Now the ISIS has lost almost all of its territory in Syria (and Iraq), the Turks are making their move to eliminate the YPG, first in 'Afrin canton. The question is, after they accomplish their objective, will they turn their attention and their quite capable military forces to the east, areas under the control of the American-backed SDF. We should also remember that there are about 2,000 American forces on the ground in these areas to the east of Turkish Operation Euphrates Shield forces.

After the Turks complete operations in 'Afrin, their next objective will be the city of Manbij, 100 km (60 miles) east of Afrin and east of the Euphrates Shield operations area. (I have underscored Manbij on the map above.)

In President Erdoğan's own words:

“With the Olive Branch operation, we have once again thwarted the game of those sneaky forces whose interests in the region are different. Starting in Manbij, we will continue to thwart their game. We will clear Manbij of terrorists ... No one should be disturbed by this because the real owners of Manbij are not these terrorists, they are our Arab brothers. From Manbij, we will continue our struggle up to the border with Iraq, until no terrorist is left."

Manbij is currently held by the SDF - the force there is a mix of Arabs, Kurds, and Assyrians. There are also American forces present in the area. There was initial thought that the Turks would attempt to secure the area held by the SDF in the Manbij area as far east as the Euphrates River, almost an undeclared boundary between the Turkish-back FSA (now calling themselves National Forces) and the SDF. Erdoğan's words suggest otherwise, that the Turks are not going to stop their eastward push at the river.

The Turkish president is also on record that he wants to establish a "security zone" of 30 kilometers (18.65 miles) inside Syria along Turkey's southern border. His plans are not without precedent. In the past, the Israelis have done the same thing inside Lebanon, and the Turks themselves have done so in northern Iraq in the 1990s.

However, this brings the Turks, a nominal NATO ally, into direct contact with not only the American trained, supported, and equipped SDF, but American troops as well. Do the Turks want to place themselves in a possible direct armed confrontation with American forces, another NATO member?

While I hope that both sides continue talking (initial talks have not gone well), it is not helpful when President Erdoğan refers to his NATO allies as "crusaders." Would he bristle at being called an Ottoman or a Saracen?

Another major unknown: Is the United States willing to risk a direct confrontation with a NATO ally over a commitment to a group of Syrian Kurds? The Kurds are wary of the Americans, for good reason.
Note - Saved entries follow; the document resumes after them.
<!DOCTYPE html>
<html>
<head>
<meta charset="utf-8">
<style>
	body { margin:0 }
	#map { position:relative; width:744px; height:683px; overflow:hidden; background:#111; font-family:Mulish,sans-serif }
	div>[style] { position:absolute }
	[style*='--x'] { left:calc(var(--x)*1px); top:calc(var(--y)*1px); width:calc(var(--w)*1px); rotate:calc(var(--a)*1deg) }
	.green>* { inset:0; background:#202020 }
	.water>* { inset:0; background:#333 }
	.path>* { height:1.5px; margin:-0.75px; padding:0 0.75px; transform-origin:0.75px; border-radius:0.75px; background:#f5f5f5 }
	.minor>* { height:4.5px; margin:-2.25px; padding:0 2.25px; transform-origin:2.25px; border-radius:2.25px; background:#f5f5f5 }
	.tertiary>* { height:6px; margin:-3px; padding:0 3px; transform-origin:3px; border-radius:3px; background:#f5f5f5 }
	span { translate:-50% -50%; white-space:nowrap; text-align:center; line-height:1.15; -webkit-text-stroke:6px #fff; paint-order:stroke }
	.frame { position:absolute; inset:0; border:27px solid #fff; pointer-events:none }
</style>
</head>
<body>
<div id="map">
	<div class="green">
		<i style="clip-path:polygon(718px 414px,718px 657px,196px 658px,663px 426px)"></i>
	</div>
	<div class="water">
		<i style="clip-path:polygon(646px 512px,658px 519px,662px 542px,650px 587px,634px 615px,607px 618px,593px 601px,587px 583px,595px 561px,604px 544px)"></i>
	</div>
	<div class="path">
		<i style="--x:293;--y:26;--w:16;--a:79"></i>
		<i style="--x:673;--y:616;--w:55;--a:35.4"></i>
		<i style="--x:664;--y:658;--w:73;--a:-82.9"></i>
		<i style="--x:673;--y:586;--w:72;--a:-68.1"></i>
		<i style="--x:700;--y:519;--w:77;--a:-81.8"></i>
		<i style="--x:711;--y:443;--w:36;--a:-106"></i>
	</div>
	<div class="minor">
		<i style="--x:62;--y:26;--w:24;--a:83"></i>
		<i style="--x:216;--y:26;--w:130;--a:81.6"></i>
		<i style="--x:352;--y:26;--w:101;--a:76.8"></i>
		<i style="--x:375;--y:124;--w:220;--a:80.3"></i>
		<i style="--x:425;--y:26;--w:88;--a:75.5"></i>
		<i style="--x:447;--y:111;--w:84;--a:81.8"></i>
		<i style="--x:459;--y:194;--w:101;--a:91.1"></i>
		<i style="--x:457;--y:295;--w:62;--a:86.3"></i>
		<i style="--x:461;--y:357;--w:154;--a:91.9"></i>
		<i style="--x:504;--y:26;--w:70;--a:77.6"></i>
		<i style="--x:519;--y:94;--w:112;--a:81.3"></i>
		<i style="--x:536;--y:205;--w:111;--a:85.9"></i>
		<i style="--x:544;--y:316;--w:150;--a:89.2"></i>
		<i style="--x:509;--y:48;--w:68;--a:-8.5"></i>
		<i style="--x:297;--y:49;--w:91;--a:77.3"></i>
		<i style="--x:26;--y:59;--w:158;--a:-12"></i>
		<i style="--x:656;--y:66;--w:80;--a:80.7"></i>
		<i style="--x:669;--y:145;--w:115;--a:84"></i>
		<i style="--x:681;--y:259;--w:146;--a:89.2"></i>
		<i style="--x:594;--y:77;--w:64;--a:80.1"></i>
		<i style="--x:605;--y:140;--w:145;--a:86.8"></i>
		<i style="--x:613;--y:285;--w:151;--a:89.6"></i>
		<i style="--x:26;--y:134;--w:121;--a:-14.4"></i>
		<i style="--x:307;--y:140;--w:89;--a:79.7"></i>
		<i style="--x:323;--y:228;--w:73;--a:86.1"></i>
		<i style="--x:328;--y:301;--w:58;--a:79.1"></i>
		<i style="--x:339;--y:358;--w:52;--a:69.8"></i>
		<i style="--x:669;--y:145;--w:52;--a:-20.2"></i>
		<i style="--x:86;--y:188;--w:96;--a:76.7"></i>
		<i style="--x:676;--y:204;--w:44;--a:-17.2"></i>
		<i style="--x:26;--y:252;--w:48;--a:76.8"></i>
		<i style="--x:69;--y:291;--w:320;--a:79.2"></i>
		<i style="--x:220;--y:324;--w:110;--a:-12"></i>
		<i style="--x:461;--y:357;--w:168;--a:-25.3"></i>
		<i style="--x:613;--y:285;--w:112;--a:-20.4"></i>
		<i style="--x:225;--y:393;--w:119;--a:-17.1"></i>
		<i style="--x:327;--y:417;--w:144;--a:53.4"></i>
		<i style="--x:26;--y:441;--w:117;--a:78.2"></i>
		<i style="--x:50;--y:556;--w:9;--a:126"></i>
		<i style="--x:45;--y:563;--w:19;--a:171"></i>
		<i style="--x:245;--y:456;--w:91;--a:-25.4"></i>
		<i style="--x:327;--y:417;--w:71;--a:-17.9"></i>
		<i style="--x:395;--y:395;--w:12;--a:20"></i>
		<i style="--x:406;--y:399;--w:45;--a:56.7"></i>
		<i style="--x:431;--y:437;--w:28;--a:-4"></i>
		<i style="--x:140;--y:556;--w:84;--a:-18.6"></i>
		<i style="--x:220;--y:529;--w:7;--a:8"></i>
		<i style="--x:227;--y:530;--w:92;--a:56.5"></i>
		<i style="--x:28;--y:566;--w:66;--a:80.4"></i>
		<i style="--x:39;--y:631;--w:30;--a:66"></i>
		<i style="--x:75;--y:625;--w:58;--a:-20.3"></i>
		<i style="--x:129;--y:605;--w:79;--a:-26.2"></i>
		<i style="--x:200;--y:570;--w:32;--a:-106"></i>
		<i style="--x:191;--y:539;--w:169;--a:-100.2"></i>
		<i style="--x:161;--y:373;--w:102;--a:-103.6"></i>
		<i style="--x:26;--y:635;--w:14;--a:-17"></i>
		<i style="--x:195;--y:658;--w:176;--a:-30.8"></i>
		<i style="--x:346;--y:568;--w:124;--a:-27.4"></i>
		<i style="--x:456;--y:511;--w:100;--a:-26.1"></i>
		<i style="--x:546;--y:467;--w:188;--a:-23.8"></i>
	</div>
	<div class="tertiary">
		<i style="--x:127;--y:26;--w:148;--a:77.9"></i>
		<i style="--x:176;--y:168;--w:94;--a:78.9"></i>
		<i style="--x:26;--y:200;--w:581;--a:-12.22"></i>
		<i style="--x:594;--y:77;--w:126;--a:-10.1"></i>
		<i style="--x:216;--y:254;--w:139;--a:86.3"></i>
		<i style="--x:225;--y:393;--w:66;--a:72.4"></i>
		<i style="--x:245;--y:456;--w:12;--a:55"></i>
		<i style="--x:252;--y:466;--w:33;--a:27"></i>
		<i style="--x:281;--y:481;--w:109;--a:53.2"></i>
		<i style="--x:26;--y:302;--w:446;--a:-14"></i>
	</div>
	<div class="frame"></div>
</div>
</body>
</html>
They believe the United States has abandoned them in the past, as far back as 1975. After entering into a virtual alliance with the U.S.-led anti-ISIS coalition, the SDF - primarily the Kurds - acquitted itself well on the battlefield. By most accounts, they were the most effective fighting force on the ground against the group, and were key to the reclamation of almost all of northern Syria from the group.

Senior American officials have indicated a desire to maintain American forces in northern Syria in support of the SDF until there is a political solution to the Syrian civil war. To provide some stability to the recently "liberated" area, the United States is reportedly training a "border security" force of almost 30,000 fighters drawn from the SDF. A major task for this force will be not only to prevent jihadists from entering Syria, but more importantly, preventing ISIS fighters from leaving and returning to their home countries and mounting terrorist attacks.

Predictably, the Turks have objected to this plan. They claim that there is no need for such a security force. Perhaps Mr. Erdoğan could explain how tens of thousands of jihadis entered Syria via Turkey over the last three years. It was the major route to join ISIS. I have been on both sides along most of the Syrian-Turkish border - it is well-marked and well-defended. Passing through that border would be difficult without someone turning a blind eye.

Watch what happens after 'Afrin. I think a move on Manbij is highly likely, but will the Turks cross the Euphrates and try to move east? If so, there could be direct confrontation between two NATO allies.